» **Task prompt**: Only the lines containing the string "service" are needed; copy all of them from the listing.

» **Listed records**:
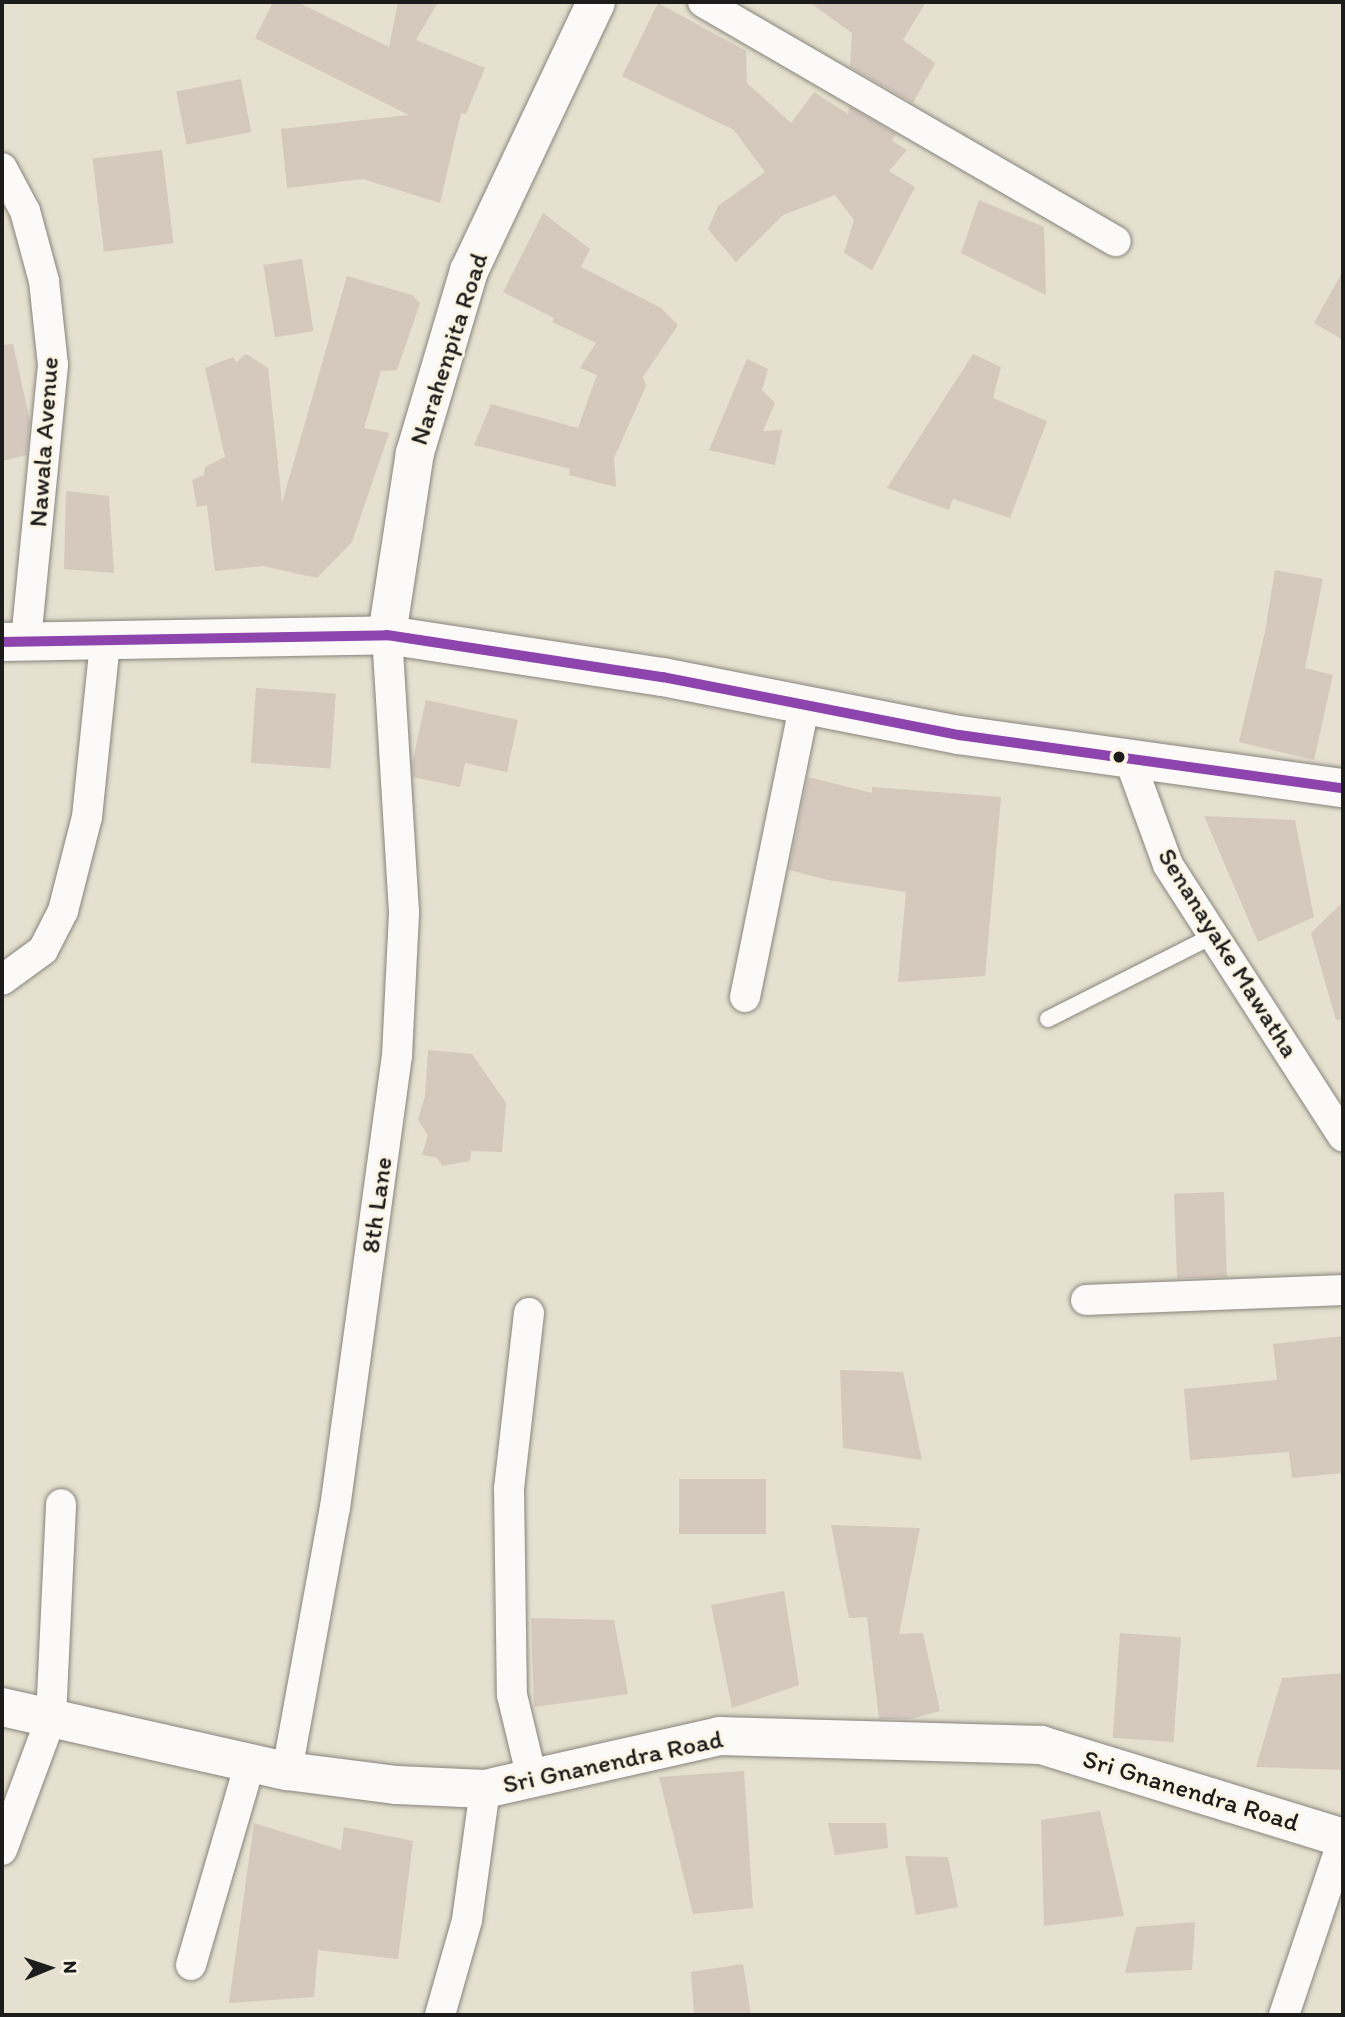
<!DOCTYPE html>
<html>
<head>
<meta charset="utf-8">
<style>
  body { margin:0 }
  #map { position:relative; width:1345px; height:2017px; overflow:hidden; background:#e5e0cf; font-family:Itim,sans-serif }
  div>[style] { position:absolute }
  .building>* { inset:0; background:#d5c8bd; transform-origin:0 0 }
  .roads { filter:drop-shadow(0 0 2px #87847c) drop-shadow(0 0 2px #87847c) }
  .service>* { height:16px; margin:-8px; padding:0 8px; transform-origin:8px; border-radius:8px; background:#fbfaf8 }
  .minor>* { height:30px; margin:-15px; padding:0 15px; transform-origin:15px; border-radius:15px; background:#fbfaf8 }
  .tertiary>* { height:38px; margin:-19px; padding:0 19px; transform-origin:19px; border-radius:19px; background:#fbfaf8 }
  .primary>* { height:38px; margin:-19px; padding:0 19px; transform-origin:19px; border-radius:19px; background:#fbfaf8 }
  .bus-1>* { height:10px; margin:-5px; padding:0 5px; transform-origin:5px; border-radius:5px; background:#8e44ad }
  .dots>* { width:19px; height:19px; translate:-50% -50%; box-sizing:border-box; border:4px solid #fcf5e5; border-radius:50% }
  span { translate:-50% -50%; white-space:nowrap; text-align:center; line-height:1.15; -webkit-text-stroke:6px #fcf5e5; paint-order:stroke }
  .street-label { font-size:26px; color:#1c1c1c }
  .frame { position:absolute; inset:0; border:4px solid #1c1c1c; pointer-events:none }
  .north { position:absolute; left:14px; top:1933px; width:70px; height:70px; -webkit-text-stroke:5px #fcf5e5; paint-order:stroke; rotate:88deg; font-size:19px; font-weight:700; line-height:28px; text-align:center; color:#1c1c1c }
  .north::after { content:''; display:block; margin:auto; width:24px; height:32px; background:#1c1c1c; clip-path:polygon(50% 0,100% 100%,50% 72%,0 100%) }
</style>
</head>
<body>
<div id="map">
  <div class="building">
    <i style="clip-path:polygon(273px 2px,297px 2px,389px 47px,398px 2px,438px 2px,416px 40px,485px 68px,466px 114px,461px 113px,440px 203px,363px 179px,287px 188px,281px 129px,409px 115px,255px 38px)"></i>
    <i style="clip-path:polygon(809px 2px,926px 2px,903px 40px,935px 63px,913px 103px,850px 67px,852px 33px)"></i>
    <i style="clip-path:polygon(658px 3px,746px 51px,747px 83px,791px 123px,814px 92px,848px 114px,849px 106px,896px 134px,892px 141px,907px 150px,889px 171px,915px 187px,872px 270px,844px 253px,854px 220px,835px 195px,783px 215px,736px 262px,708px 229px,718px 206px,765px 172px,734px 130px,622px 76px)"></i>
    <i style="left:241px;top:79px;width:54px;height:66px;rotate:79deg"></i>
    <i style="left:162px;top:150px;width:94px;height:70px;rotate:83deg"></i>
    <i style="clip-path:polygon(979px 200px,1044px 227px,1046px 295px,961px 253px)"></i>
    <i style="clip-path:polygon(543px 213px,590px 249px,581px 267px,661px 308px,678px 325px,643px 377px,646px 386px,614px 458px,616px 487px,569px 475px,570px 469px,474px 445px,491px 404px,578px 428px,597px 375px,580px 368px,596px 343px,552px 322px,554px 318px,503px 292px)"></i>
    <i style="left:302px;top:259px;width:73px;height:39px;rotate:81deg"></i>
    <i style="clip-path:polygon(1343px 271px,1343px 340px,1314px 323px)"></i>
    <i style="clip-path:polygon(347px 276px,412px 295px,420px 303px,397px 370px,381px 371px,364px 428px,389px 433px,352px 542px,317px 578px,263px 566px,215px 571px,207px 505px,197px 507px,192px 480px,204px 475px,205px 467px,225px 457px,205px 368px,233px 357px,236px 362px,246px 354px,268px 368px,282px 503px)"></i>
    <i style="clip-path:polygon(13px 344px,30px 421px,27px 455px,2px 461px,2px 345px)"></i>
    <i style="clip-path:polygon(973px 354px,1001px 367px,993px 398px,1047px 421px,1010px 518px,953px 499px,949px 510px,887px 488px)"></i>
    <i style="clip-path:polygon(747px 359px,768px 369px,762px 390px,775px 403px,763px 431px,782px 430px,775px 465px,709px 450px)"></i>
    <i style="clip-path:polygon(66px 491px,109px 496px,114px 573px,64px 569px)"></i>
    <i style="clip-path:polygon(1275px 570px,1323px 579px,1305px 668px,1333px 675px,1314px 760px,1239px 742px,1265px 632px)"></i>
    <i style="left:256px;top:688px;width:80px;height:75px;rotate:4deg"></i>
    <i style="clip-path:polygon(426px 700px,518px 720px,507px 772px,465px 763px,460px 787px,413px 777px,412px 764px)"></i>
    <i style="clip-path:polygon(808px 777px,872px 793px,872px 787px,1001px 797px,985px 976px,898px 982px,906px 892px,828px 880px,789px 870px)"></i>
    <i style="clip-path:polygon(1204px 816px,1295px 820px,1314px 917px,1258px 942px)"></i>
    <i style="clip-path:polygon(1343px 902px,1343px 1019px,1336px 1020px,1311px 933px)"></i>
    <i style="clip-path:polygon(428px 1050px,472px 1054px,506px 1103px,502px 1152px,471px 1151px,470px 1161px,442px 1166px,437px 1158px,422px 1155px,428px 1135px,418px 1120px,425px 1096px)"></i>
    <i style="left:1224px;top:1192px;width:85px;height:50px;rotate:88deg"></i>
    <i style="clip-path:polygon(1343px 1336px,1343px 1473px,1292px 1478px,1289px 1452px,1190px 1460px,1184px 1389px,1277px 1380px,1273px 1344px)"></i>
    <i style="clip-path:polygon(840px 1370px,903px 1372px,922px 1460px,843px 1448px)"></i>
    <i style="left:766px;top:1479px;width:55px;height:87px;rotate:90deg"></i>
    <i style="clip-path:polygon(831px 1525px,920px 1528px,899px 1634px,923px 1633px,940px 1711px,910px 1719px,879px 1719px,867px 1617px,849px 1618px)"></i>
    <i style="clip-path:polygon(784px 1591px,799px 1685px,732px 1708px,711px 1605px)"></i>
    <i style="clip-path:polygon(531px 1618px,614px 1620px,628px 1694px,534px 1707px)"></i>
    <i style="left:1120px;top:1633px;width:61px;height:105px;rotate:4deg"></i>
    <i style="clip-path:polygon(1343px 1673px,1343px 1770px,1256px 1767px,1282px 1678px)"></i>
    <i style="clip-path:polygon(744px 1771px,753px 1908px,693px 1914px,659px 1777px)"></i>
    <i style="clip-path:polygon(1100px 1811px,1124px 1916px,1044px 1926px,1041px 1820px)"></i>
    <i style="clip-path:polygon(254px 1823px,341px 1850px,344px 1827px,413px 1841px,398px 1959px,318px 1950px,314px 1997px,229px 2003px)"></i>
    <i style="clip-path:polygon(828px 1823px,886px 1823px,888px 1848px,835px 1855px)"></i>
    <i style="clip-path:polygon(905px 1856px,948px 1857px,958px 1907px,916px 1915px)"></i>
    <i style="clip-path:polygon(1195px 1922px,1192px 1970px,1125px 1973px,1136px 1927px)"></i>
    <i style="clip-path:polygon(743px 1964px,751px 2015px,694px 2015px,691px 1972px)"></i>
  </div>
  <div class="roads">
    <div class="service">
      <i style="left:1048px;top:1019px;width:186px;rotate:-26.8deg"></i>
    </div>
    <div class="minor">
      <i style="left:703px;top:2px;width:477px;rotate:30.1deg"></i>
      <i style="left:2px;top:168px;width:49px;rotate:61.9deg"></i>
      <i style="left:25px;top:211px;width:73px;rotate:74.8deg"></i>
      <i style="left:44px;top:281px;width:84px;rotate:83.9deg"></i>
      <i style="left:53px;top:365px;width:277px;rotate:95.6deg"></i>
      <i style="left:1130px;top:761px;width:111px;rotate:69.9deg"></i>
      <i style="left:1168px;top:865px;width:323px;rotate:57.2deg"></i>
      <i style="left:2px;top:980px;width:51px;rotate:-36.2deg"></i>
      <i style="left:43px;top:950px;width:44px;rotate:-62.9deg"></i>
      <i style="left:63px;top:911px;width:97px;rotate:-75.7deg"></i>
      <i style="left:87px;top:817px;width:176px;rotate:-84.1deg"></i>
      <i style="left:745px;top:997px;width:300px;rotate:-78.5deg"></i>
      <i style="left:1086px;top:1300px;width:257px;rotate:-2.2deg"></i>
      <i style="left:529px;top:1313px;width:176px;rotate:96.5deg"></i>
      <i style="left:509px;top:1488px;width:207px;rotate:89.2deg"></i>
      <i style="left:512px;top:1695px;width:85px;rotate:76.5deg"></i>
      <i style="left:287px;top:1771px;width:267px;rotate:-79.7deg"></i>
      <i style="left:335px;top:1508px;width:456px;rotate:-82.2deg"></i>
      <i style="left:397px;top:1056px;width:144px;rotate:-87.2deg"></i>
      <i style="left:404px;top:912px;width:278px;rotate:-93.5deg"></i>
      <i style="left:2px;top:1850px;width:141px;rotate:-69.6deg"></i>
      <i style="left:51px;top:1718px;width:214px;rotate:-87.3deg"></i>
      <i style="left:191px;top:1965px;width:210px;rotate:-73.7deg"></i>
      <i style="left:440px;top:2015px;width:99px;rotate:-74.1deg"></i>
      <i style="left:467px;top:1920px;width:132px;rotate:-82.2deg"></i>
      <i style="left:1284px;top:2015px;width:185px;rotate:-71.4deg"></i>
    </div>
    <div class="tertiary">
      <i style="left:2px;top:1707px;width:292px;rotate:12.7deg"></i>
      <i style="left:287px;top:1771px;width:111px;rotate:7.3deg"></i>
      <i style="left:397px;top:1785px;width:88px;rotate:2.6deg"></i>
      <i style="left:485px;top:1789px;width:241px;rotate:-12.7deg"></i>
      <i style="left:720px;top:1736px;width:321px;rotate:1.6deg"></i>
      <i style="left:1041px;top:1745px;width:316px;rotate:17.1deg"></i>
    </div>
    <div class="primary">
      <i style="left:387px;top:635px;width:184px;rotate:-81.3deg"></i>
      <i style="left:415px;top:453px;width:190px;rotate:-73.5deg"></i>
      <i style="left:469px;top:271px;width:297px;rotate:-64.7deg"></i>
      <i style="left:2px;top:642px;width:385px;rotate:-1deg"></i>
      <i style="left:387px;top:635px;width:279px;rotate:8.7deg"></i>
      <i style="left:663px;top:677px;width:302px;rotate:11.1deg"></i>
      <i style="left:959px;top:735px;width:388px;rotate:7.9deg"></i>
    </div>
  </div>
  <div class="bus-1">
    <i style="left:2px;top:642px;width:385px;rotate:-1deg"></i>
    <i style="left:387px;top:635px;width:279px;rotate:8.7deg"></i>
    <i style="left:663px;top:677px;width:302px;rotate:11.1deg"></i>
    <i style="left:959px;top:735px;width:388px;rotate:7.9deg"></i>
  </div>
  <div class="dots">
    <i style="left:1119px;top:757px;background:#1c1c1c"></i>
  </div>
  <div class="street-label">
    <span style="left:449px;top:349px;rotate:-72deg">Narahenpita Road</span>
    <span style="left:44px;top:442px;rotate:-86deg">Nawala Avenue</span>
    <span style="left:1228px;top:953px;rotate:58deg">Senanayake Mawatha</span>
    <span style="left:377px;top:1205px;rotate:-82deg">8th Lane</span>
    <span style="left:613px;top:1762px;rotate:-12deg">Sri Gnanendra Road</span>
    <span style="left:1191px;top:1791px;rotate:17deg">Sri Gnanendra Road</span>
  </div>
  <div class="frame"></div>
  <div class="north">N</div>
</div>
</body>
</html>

» **Exercise answer**:
  .service>* { height:16px; margin:-8px; padding:0 8px; transform-origin:8px; border-radius:8px; background:#fbfaf8 }
    <div class="service">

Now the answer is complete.